Saved data entries
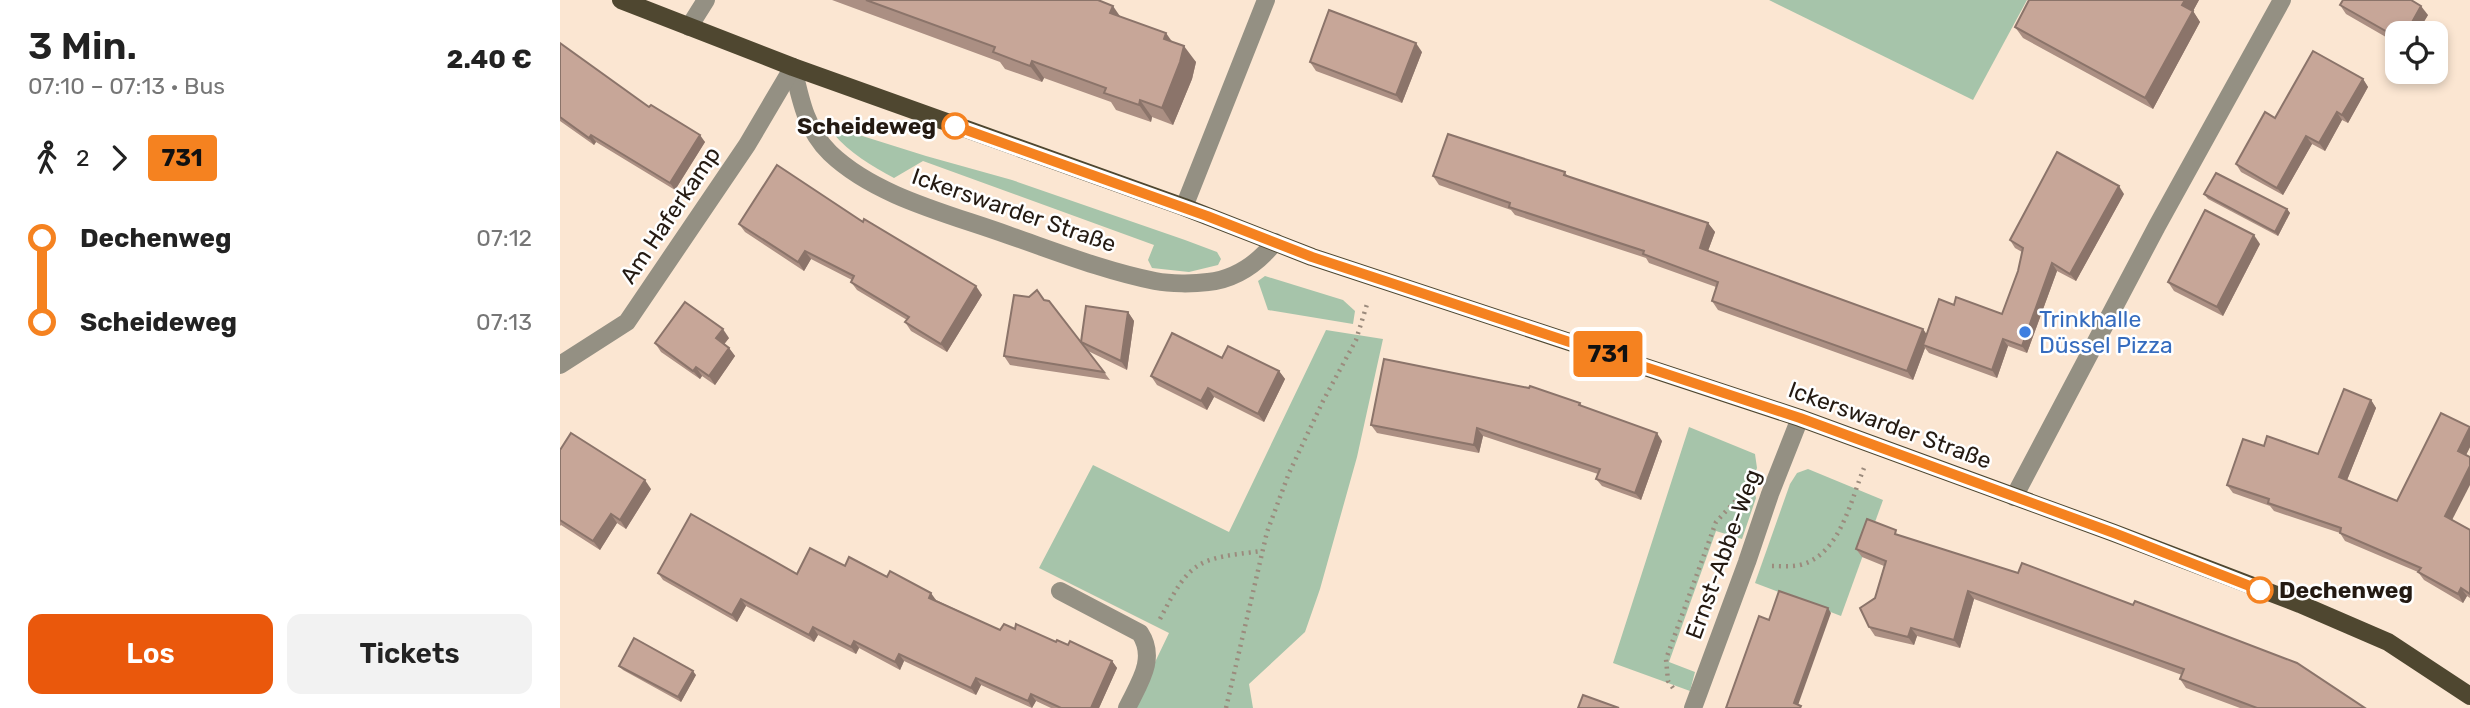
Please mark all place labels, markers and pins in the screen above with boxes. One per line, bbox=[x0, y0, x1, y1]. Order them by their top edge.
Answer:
place label: Scheideweg bbox=[797, 112, 936, 140]
marker: Scheideweg bbox=[942, 113, 968, 139]
place label: Trinkhalle Düssel Pizza bbox=[2039, 305, 2173, 359]
marker: Trinkhalle Düssel Pizza bbox=[2017, 324, 2033, 340]
place label: Dechenweg bbox=[2279, 576, 2413, 604]
marker: Dechenweg bbox=[2247, 577, 2273, 603]

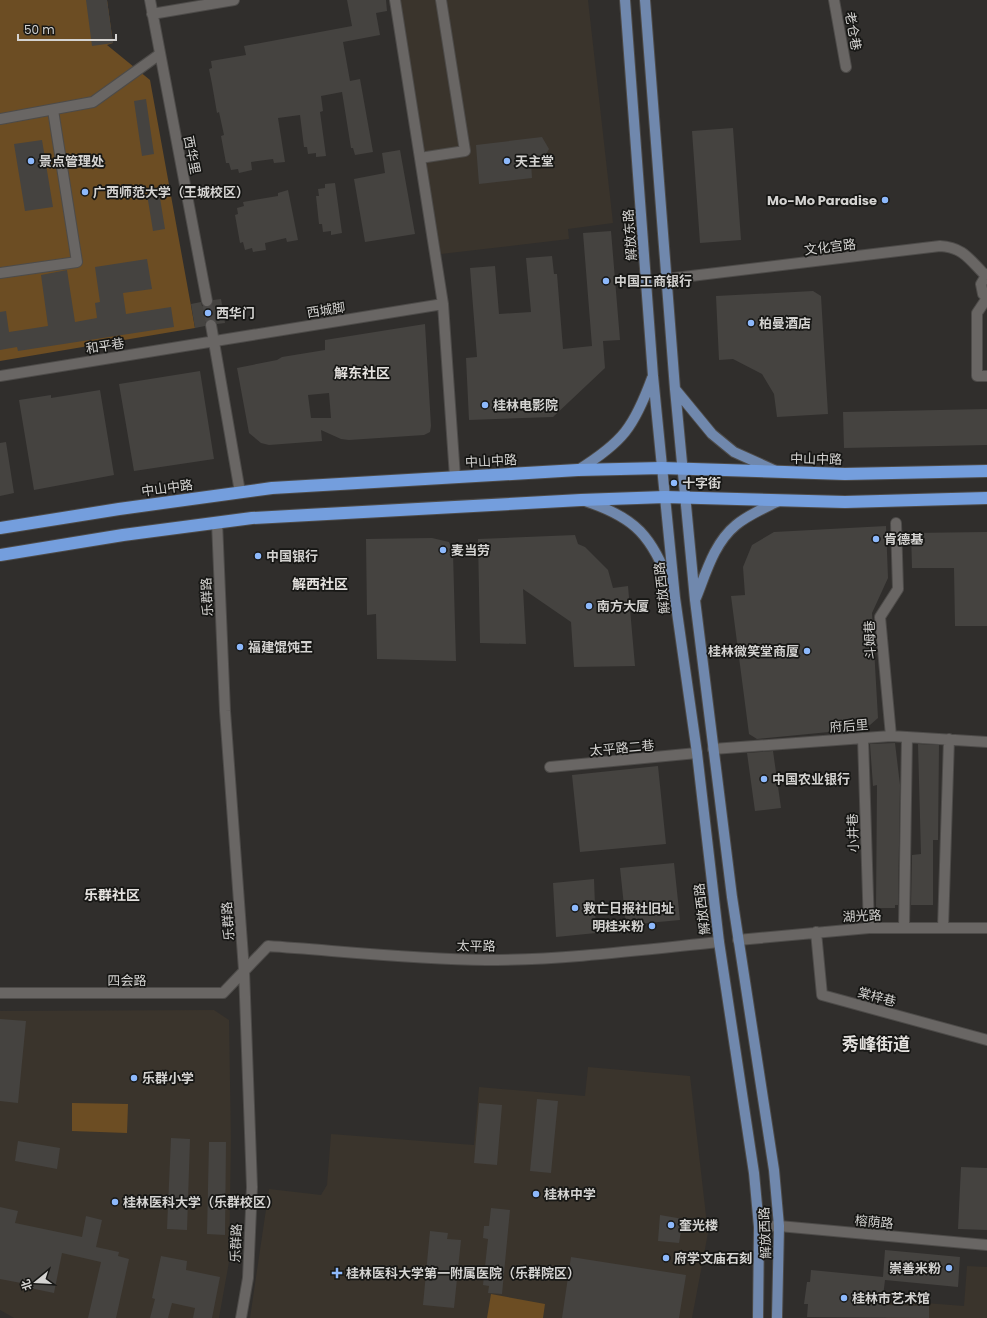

■ HOW TO COMPLETE THIS TASK: Each record should be written out again exactly, though without its pictures.

■ COMPLETED TASK:
Please mark all place labels, markers and pins in the screen above with boxes. One per line, bbox=[x0, y0, x1, y1]. Order them by their top edge.
Answer:
place label: Scheideweg bbox=[797, 112, 936, 140]
marker: Scheideweg bbox=[942, 113, 968, 139]
place label: Trinkhalle Düssel Pizza bbox=[2039, 305, 2173, 359]
marker: Trinkhalle Düssel Pizza bbox=[2017, 324, 2033, 340]
place label: Dechenweg bbox=[2279, 576, 2413, 604]
marker: Dechenweg bbox=[2247, 577, 2273, 603]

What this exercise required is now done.